On 21 July 2017 at 13:12, John Mayfield  wrote:

>  Although this produces bit-fingerprints and not any String-representation
>> of the signatures if I'm reading this correctly?
>
>
> Yes but notice it also gives you the atom indexes, this is much more
> powerful that just giving the String. We actually have a utility to get the
> SMARTS for the atoms. Won't give you stereo but it's pretty easy to make it
> do that if you were so inclined, would be easy to output stereo as SMILES
> instead of SMARTS:
>
>
>> SmilesParser   smipar = new SmilesParser(SilentChemObjectBuilder.
>> getInstance());
>> IAtomContainer mol = smipar.parseSmiles("CC[C@H](C)CO");
>> CircularFingerprinter fp = new CircularFingerprinter(
>> CircularFingerprinter.CLASS_ECFP6);
>> fp.calculate(mol);
>>
> SmartsFragmentExtractor smafrag = new SmartsFragmentExtractor(mol);
>
> for (int i = 0; i < fp.getFPCount(); i++)
>>   System.out.println(smafrag.generate(fp.getFP(i).atoms));
>
>
> Result:
>
> [CH3v4X4+0]
>> [CH2v4X4+0]
>> [CH2v4X4+0]
>> [CH2v4X4+0]
>> [CH2v4X4+0]
>> [CH2v4X4+0]
>> [CH1v4X4+0]
>> [CH3v4X4+0]
>> [CH2v4X4+0]
>> [OH1v2X2+0]
>> [CH3v4X4+0][CH2v4X4+0]
>> [CH3v4X4+0][CH2v4X4+0][CH2v4X4+0]
>> [CH2v4X4+0][CH2v4X4+0][CH2v4X4+0]
>> [CH2v4X4+0][CH2v4X4+0][CH2v4X4+0]
>> [CH2v4X4+0][CH2v4X4+0][CH2v4X4+0]
>> [CH2v4X4+0][CH2v4X4+0][CH1v4X4+0]
>> [CH2v4X4+0][CH1v4X4+0]([CH3v4X4+0])[CH2v4X4+0]
>> [CH1v4X4+0][CH3v4X4+0]
>> [CH1v4X4+0][CH2v4X4+0][OH1v2X2+0]
>> [CH2v4X4+0][OH1v2X2+0]
>> [CH3v4X4+0][CH2v4X4+0][CH2v4X4+0][CH2v4X4+0]

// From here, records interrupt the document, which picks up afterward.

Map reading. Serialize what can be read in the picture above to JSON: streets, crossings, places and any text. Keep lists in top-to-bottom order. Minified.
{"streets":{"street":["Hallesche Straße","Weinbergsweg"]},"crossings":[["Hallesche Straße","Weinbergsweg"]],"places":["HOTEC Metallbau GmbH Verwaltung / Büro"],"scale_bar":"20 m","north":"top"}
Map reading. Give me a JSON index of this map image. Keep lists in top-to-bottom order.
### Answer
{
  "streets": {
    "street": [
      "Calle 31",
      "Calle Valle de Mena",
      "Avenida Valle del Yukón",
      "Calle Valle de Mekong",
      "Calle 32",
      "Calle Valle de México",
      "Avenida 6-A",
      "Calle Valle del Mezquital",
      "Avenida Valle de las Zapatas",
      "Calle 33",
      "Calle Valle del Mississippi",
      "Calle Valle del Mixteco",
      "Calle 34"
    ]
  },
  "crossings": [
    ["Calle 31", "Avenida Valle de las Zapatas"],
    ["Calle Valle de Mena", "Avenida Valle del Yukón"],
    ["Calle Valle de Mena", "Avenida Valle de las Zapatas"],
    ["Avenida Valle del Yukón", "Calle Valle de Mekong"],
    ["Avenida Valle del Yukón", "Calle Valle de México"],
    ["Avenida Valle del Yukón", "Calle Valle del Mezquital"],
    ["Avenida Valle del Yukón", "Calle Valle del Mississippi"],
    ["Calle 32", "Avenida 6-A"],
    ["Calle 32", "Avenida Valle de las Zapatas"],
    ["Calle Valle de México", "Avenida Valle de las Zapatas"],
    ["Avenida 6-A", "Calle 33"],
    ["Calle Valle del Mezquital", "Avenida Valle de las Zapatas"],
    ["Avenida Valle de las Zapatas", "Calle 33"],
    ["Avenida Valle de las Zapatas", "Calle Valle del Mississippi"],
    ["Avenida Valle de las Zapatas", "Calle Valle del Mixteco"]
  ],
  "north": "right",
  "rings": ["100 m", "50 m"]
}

>> [CH3v4X4+0][CH2v4X4+0][CH2v4X4+0][CH2v4X4+0][CH2v4X4+0]
>> [CH2v4X4+0][CH2v4X4+0][CH2v4X4+0][CH2v4X4+0][CH2v4X4+0]
>> [CH2v4X4+0][CH2v4X4+0][CH2v4X4+0][CH2v4X4+0][CH1v4X4+0]
>> [CH2v4X4+0][CH2v4X4+0][CH2v4X4+0][CH1v4X4+0]([CH3v4X4+0])[CH2v4X4+0]
>> [CH2v4X4+0][CH2v4X4+0][CH1v4X4+0]([CH3v4X4+0])[CH2v4X4+0][OH1v2X2+0]
>> [CH2v4X4+0][CH1v4X4+0]([CH3v4X4+0])[CH2v4X4+0][OH1v2X2+0]
>> [CH3v4X4+0][CH2v4X4+0][CH2v4X4+0][CH2v4X4+0][CH2v4X4+0][CH2v4X4+0]
>> [CH3v4X4+0][CH2v4X4+0][CH2v4X4+0][CH2v4X4+0][CH2v4X4+
>> 0][CH2v4X4+0][CH1v4X4+0]
>> [CH2v4X4+0][CH2v4X4+0][CH2v4X4+0][CH2v4X4+0][CH2v4X4+
>> 0][CH1v4X4+0]([CH3v4X4+0])[CH2v4X4+0]
>> [CH2v4X4+0][CH2v4X4+0][CH2v4X4+0][CH2v4X4+0][CH1v4X4+
>> 0]([CH3v4X4+0])[CH2v4X4+0][OH1v2X2+0]
>> [CH2v4X4+0][CH2v4X4+0][CH2v4X4+0][CH1v4X4+0]([CH3v4X4+0])[CH2v4X4+0][
>> OH1v2X2+0]
>
>
>
> However, I have done some experiments comparing the circular fingerprints
>> of enantiomers and also diastereomers, and they turn out to have 1.0
>> tanimoto scores.
>> What am I doing wrong?
>
>
> Unfortunately the way it was written you currently need 2D coordinates.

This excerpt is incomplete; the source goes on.